→ **DATA UNDER STUDY**
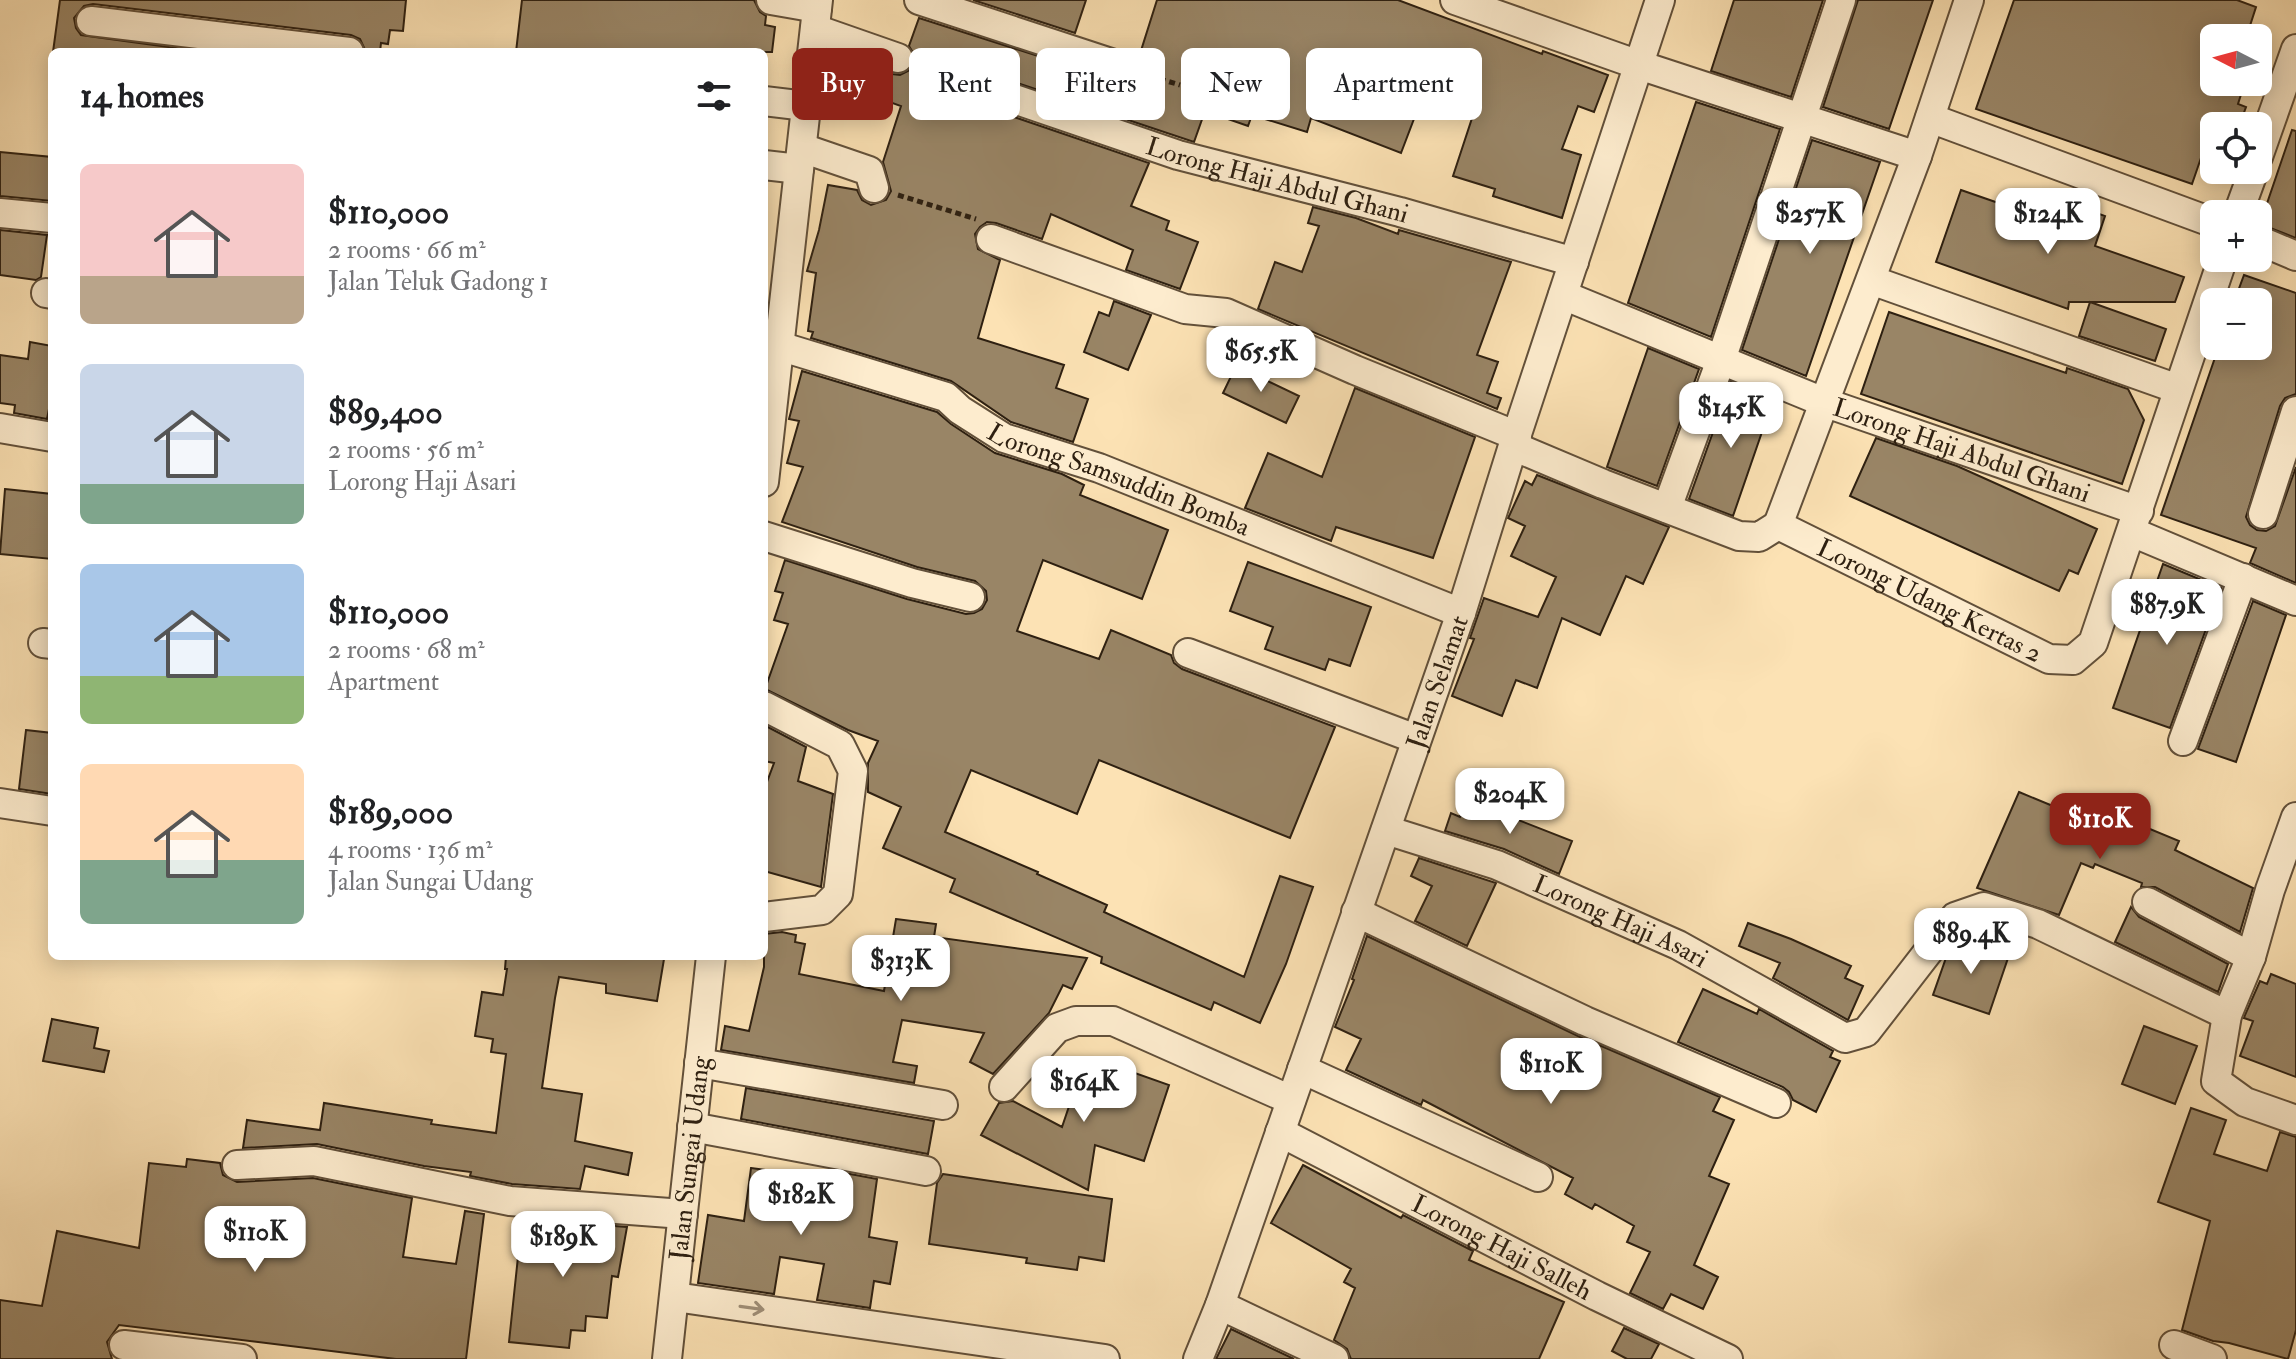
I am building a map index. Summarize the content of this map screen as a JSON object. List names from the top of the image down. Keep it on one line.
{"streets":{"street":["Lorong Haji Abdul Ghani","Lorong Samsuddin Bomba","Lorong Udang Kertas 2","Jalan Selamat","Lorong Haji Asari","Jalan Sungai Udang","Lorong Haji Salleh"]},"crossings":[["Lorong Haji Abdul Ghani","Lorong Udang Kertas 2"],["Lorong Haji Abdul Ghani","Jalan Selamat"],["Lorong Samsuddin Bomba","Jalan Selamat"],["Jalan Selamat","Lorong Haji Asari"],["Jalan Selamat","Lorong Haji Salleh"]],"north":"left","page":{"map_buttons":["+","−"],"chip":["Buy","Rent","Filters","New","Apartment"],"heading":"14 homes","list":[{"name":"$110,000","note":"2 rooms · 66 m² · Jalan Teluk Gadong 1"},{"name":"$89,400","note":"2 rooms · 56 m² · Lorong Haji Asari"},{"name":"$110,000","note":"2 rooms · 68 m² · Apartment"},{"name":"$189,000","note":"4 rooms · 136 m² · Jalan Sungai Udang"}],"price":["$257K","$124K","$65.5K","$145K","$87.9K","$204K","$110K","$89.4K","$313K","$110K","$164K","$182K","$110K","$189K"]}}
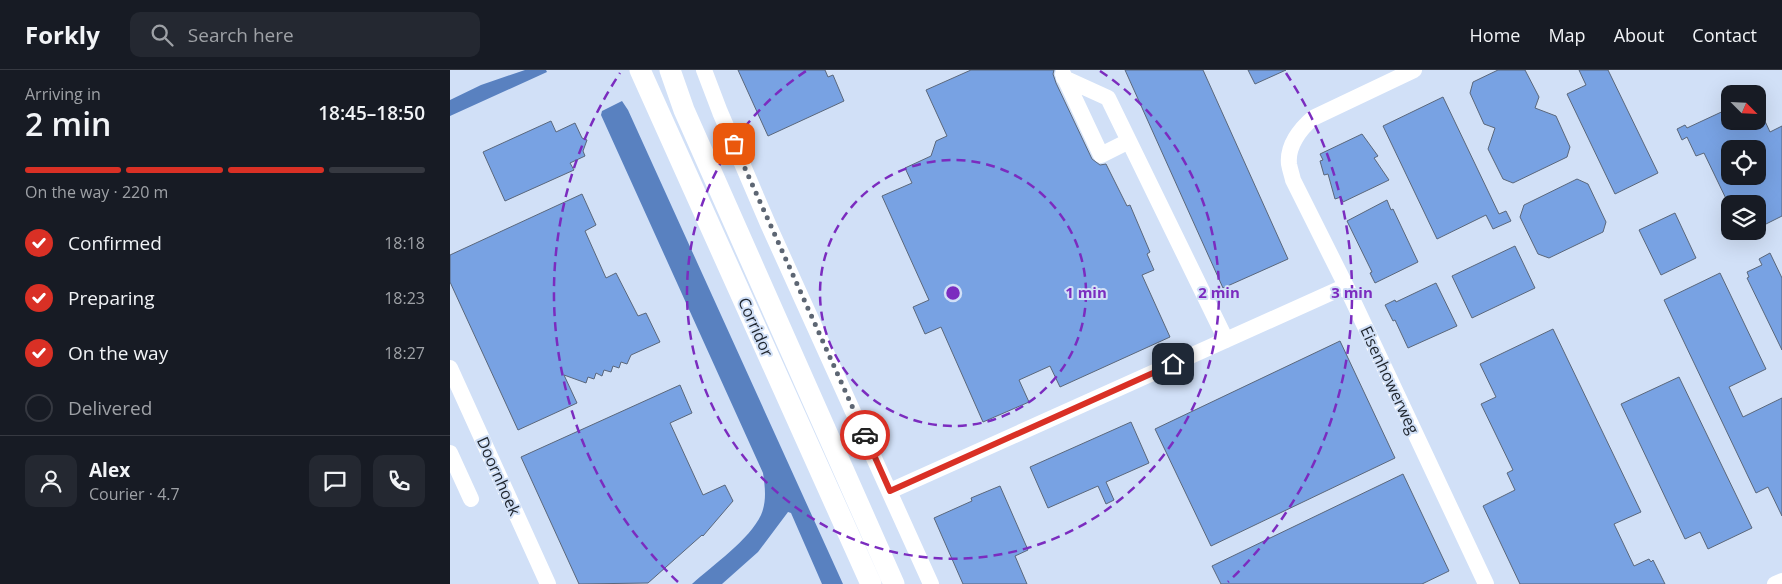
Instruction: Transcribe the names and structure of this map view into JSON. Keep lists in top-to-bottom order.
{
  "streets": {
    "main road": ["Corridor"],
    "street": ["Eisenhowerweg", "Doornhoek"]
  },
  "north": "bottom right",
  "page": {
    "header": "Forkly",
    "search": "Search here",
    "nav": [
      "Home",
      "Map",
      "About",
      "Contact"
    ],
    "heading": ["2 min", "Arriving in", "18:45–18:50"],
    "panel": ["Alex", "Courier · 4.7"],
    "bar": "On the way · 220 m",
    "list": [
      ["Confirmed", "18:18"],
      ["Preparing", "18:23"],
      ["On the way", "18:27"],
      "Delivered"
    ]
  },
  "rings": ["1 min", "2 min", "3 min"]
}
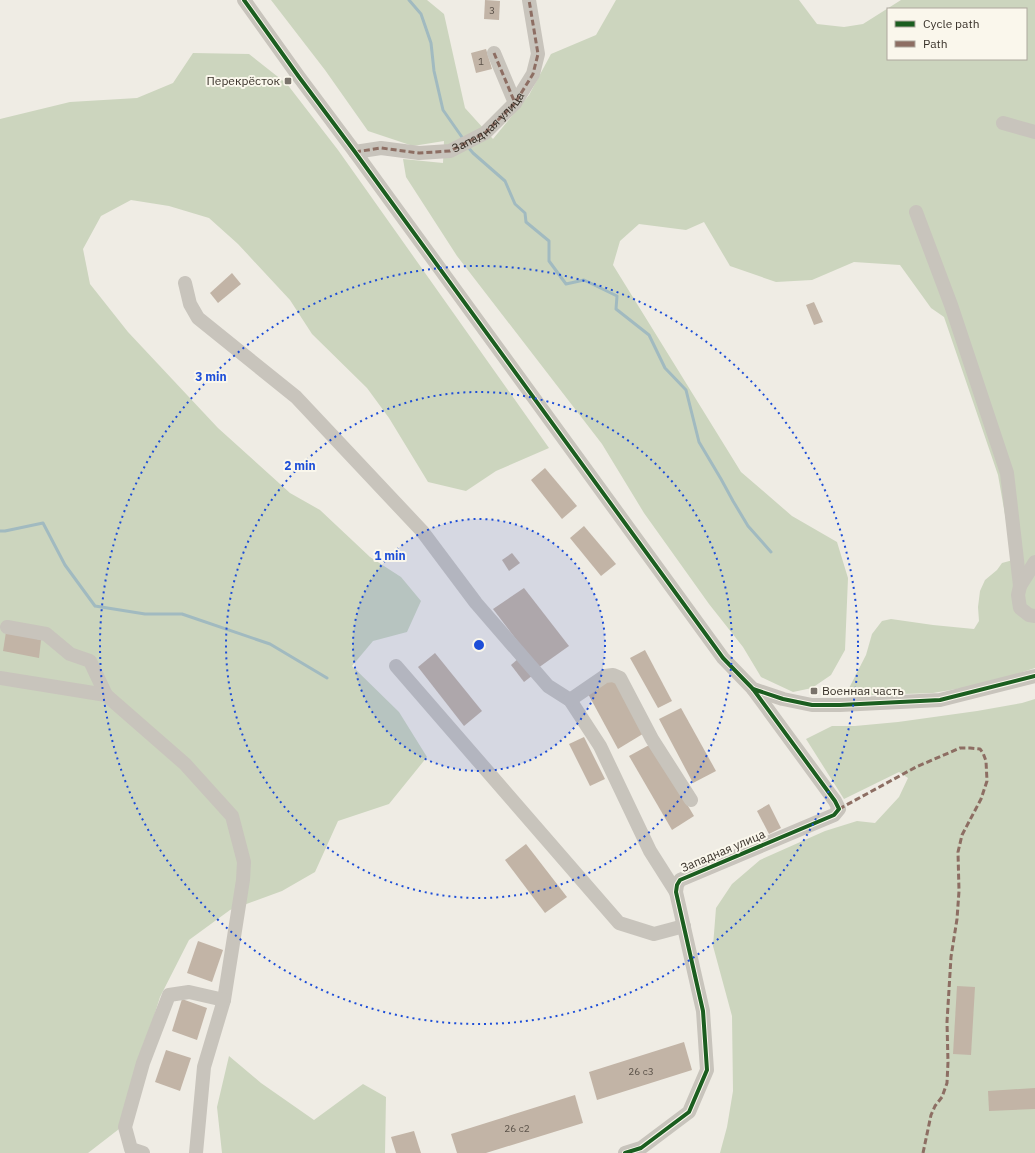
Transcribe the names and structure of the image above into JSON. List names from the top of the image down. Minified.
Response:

→ **EXERCISE DESCRIPTION**
Your copy of the listing should match it exactly, apart from the pictures, which are left out.

→ **REPLY TO THE EXERCISE**
I am building a map index. Summarize the content of this map screen as a JSON object. List names from the top of the image down. Keep it on one line.
{"streets":{"street":["Lorong Haji Abdul Ghani","Lorong Samsuddin Bomba","Lorong Udang Kertas 2","Jalan Selamat","Lorong Haji Asari","Jalan Sungai Udang","Lorong Haji Salleh"]},"crossings":[["Lorong Haji Abdul Ghani","Lorong Udang Kertas 2"],["Lorong Haji Abdul Ghani","Jalan Selamat"],["Lorong Samsuddin Bomba","Jalan Selamat"],["Jalan Selamat","Lorong Haji Asari"],["Jalan Selamat","Lorong Haji Salleh"]],"north":"left","page":{"map_buttons":["+","−"],"chip":["Buy","Rent","Filters","New","Apartment"],"heading":"14 homes","list":[{"name":"$110,000","note":"2 rooms · 66 m² · Jalan Teluk Gadong 1"},{"name":"$89,400","note":"2 rooms · 56 m² · Lorong Haji Asari"},{"name":"$110,000","note":"2 rooms · 68 m² · Apartment"},{"name":"$189,000","note":"4 rooms · 136 m² · Jalan Sungai Udang"}],"price":["$257K","$124K","$65.5K","$145K","$87.9K","$204K","$110K","$89.4K","$313K","$110K","$164K","$182K","$110K","$189K"]}}
Instruction: Transcribe the names and structure of this map view into JSON. Keep lists in top-to-bottom order.
{
  "streets": {
    "main road": ["Corridor"],
    "street": ["Eisenhowerweg", "Doornhoek"]
  },
  "north": "bottom right",
  "page": {
    "header": "Forkly",
    "search": "Search here",
    "nav": [
      "Home",
      "Map",
      "About",
      "Contact"
    ],
    "heading": ["2 min", "Arriving in", "18:45–18:50"],
    "panel": ["Alex", "Courier · 4.7"],
    "bar": "On the way · 220 m",
    "list": [
      ["Confirmed", "18:18"],
      ["Preparing", "18:23"],
      ["On the way", "18:27"],
      "Delivered"
    ]
  },
  "rings": ["1 min", "2 min", "3 min"]
}
Transcribe the names and structure of the image above into JSON. List names from the top of the image down. Minified.
Response:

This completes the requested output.